Danske bid to recover €34m from Bloxham ex partners
DANSKE Bank is launching a legal action today against the former head of finance at collapsed stockbroker Bloxham as part of an attempt to have €34m in loans repaid.
The action against Bloxham's former head of finance and compliance Tadhg Gunnell is set to come before the Master's Court, and will be followed at the end of the month by legal actions against other former partners of the failed stockbroking firm.
Bloxham collapsed at the end of May 2012 after the Central Bank found "financial irregularities" in its accounts. For the previous five years, the company had a €5.3m shortfall on its balance sheet. During this time, the accounts were audited by Deloitte.

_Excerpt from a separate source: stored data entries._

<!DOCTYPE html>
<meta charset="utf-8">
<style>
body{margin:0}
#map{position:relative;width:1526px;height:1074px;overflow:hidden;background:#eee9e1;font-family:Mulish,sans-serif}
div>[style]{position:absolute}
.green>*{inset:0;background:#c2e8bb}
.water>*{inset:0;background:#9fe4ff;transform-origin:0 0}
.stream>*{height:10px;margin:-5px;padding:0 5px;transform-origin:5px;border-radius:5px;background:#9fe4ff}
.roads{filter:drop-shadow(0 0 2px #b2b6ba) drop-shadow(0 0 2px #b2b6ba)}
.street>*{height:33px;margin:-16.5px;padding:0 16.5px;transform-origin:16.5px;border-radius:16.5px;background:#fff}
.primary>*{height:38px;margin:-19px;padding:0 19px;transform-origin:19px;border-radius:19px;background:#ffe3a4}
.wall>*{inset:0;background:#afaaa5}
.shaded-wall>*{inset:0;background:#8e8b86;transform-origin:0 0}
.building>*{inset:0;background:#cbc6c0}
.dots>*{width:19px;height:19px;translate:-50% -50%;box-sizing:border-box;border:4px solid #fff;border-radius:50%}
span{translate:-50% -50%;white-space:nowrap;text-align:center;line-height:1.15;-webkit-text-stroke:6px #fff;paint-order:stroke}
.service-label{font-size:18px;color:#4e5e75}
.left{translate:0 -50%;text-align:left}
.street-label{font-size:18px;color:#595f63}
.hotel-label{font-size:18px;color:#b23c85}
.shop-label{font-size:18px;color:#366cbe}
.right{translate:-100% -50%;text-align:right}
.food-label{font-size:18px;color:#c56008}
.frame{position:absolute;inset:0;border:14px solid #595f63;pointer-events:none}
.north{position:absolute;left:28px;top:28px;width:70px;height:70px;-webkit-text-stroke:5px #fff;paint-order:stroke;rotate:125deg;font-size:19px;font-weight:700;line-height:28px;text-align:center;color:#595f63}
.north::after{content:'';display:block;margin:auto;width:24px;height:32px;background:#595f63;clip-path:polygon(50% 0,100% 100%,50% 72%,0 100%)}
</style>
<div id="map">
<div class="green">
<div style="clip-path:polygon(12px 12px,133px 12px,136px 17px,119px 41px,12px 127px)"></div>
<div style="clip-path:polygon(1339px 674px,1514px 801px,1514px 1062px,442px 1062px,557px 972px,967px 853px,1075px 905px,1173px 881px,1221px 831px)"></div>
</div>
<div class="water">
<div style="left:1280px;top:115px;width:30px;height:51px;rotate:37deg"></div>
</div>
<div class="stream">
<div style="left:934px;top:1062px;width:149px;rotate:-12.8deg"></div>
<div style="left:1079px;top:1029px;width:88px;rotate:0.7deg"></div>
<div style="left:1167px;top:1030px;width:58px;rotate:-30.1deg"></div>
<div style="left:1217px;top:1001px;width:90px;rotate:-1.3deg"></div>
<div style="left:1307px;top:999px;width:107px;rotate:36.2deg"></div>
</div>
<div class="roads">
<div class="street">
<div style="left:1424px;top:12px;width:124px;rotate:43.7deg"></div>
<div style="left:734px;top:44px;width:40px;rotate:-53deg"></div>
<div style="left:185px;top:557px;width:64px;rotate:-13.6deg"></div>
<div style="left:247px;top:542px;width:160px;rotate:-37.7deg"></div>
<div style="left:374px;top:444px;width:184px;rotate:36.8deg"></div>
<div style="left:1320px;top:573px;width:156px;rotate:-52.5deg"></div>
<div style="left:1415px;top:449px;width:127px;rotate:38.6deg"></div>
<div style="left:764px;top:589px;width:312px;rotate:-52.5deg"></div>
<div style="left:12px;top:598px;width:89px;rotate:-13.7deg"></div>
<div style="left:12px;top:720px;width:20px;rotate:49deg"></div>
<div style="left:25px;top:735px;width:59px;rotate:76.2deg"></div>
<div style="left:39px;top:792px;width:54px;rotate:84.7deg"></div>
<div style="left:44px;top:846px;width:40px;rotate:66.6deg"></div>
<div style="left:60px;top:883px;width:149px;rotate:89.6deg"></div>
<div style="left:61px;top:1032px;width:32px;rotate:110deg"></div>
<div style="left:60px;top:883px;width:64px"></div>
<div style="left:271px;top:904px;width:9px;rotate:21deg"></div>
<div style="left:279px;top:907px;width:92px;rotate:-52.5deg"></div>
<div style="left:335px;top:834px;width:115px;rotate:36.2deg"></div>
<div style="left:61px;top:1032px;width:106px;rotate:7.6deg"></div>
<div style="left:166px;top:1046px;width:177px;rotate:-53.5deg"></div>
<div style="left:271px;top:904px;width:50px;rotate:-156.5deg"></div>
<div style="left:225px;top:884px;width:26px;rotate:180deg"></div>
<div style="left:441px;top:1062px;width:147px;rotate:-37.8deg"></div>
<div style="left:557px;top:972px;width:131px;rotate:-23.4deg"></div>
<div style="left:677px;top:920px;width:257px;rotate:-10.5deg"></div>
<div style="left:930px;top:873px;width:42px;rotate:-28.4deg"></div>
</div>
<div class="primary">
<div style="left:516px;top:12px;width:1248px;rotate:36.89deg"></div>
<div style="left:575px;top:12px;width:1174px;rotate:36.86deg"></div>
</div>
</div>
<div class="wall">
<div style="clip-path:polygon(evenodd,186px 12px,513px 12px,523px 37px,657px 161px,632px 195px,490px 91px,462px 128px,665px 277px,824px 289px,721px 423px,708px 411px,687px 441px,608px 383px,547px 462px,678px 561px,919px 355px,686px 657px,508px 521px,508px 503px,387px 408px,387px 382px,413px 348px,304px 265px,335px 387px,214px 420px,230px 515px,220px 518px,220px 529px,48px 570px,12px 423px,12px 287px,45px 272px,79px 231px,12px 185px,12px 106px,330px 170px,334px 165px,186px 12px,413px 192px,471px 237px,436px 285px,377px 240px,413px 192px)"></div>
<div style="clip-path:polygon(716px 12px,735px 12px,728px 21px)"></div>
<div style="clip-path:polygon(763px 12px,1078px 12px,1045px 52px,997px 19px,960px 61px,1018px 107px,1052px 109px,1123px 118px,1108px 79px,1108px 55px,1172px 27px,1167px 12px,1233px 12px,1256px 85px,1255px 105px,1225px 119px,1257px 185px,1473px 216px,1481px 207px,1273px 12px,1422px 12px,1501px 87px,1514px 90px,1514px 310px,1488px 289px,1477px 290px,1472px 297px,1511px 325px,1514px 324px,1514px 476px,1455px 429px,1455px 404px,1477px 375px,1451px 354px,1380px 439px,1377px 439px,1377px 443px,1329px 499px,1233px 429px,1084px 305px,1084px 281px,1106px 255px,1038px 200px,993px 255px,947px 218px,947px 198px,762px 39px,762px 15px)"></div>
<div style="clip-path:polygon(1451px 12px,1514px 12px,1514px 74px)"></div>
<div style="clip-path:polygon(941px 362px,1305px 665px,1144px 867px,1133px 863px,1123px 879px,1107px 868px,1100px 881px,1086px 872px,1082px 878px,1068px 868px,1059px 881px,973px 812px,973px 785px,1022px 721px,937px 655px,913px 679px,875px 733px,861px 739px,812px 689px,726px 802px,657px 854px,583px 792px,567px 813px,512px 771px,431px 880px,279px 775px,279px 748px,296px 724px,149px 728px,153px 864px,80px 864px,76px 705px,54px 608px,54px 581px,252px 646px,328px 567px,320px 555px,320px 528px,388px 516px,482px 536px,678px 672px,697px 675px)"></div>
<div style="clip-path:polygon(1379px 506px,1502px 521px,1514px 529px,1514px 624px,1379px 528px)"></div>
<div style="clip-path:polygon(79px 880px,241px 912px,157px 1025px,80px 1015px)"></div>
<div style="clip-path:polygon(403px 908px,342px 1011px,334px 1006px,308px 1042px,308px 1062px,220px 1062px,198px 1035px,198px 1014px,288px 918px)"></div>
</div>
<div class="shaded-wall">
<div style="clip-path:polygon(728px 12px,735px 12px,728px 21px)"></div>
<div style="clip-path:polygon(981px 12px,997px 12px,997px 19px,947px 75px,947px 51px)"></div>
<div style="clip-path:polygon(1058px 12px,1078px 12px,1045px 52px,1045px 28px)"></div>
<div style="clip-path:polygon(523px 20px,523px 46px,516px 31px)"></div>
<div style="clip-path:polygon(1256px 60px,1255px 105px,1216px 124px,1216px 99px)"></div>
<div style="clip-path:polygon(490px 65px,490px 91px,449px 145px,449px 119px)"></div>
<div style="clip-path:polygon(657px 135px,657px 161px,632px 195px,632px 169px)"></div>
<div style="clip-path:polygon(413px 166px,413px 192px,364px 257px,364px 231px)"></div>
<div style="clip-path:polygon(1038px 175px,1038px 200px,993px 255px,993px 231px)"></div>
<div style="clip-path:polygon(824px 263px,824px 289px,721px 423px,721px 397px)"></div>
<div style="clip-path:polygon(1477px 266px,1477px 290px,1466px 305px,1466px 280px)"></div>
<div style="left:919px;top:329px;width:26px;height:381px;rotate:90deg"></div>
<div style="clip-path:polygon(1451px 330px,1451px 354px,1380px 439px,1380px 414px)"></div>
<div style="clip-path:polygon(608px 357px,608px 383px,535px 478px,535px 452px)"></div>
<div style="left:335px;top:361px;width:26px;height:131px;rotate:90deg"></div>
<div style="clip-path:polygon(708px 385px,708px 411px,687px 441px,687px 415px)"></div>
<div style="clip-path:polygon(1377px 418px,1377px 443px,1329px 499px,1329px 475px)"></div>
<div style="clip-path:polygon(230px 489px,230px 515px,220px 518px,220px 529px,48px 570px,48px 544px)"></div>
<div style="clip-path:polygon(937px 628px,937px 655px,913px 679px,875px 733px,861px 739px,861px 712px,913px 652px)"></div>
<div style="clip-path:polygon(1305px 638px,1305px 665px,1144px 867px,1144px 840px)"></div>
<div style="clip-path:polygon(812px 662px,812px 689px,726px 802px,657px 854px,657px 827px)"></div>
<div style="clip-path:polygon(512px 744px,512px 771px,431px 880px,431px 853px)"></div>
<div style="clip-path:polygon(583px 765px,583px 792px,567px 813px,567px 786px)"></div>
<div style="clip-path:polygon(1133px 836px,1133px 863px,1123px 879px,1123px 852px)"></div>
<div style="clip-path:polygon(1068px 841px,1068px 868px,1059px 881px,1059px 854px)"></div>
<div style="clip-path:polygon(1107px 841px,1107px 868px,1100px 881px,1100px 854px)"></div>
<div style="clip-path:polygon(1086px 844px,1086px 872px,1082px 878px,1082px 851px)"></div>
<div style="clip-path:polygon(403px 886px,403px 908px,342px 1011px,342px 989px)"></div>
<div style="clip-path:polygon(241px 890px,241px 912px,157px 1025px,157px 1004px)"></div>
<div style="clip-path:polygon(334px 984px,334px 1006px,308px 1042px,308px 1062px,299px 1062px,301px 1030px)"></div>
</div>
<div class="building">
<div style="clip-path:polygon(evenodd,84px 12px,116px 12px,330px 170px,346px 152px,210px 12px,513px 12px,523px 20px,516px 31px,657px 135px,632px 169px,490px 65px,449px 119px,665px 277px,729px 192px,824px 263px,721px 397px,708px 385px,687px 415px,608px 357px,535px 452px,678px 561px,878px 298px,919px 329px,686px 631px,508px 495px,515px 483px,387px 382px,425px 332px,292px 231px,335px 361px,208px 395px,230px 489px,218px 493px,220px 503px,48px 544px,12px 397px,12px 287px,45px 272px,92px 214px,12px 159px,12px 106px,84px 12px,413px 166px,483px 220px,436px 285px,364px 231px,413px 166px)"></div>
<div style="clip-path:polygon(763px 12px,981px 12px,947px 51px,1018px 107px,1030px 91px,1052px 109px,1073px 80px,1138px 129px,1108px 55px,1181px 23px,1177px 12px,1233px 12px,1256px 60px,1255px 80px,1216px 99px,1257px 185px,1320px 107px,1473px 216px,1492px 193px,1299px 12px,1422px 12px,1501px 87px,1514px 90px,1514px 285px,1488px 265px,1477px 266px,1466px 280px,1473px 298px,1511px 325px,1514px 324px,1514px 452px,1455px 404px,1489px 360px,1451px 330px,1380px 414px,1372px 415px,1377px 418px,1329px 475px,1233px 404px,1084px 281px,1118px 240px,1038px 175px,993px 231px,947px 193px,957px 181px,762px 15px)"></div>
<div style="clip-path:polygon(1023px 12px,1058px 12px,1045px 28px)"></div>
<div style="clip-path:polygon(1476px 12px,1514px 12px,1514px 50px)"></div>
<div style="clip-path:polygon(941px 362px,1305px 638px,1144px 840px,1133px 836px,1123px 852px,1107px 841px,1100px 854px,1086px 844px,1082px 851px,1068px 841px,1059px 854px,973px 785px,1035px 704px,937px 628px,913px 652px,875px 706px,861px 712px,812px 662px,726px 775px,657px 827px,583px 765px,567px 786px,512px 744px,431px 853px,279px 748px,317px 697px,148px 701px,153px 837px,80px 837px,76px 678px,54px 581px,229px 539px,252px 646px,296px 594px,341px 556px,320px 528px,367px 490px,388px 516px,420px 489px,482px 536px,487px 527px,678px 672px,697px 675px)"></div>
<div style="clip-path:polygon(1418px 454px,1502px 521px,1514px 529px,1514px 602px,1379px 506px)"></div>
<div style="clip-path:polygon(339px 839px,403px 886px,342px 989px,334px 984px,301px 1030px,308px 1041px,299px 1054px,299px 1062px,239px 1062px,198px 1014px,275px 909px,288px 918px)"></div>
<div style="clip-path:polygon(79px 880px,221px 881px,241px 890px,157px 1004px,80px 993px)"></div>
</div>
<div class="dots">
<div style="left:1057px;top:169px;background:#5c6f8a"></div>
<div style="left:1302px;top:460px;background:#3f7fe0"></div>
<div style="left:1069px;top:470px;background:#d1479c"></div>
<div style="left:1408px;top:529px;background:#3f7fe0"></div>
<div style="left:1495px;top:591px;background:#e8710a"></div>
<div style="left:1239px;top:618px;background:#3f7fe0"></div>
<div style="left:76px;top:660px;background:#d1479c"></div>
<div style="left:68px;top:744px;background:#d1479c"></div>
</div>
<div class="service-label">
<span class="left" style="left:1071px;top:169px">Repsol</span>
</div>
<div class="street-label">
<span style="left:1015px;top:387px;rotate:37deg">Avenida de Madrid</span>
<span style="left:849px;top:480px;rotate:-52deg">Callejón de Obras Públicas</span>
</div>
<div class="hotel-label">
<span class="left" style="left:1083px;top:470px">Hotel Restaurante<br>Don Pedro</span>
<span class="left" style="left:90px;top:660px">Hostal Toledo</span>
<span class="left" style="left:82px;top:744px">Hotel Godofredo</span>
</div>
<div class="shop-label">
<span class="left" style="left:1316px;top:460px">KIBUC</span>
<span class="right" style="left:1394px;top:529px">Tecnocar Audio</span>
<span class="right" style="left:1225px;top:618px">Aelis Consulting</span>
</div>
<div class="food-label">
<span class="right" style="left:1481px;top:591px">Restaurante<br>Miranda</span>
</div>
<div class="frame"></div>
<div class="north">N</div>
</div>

There were seven partners in Bloxham, which operated as an unlimited partnership. Insurance company FBD had a limited partnership share.
Danish-owned Danske funded the buyout of some former partners for €34m when the seven took control. It is understood some €14m of this was borrowed by partners through unlimited companies.
The bank, which is represented by Dublin law firm Ivor Fitzpatrick and Company, is alleging that the financial accounts on which the buyout was based were "faulty".
The case of Mr Gunnell, who is being represented by McDowell Purcell solicitors, is listed separately from those of the other six as Danske is alleging he prepared false accounts.
Mr Gunnell's case is listed for a summary judgment before the master of the High Court.
A master's motion is a request for a judgment in the moving party's favour before a lawsuit goes to trial and based on recorded testimony.
The other partners being sued by Danske are head of asset management Niall Tinney; head of private clients Paddy Finnegan; head of institutional bonds Peter Costigan; head of institutional equities Patrick Dempsey; and partner in institutional equities Raymond Deasy.
Danske is also being represented by Ivor Fitzpatrick in these six cases, which are due before the courts on Thursday, October 31. The bank is alleging in the cases against the six partners that it advanced funds based on "faulty" accounts.
Bloxham Stockbrokers, which had 17,000 private clients when it was shut by regulators in May last year, is the subject of an "ongoing investigation" by the Central Bank.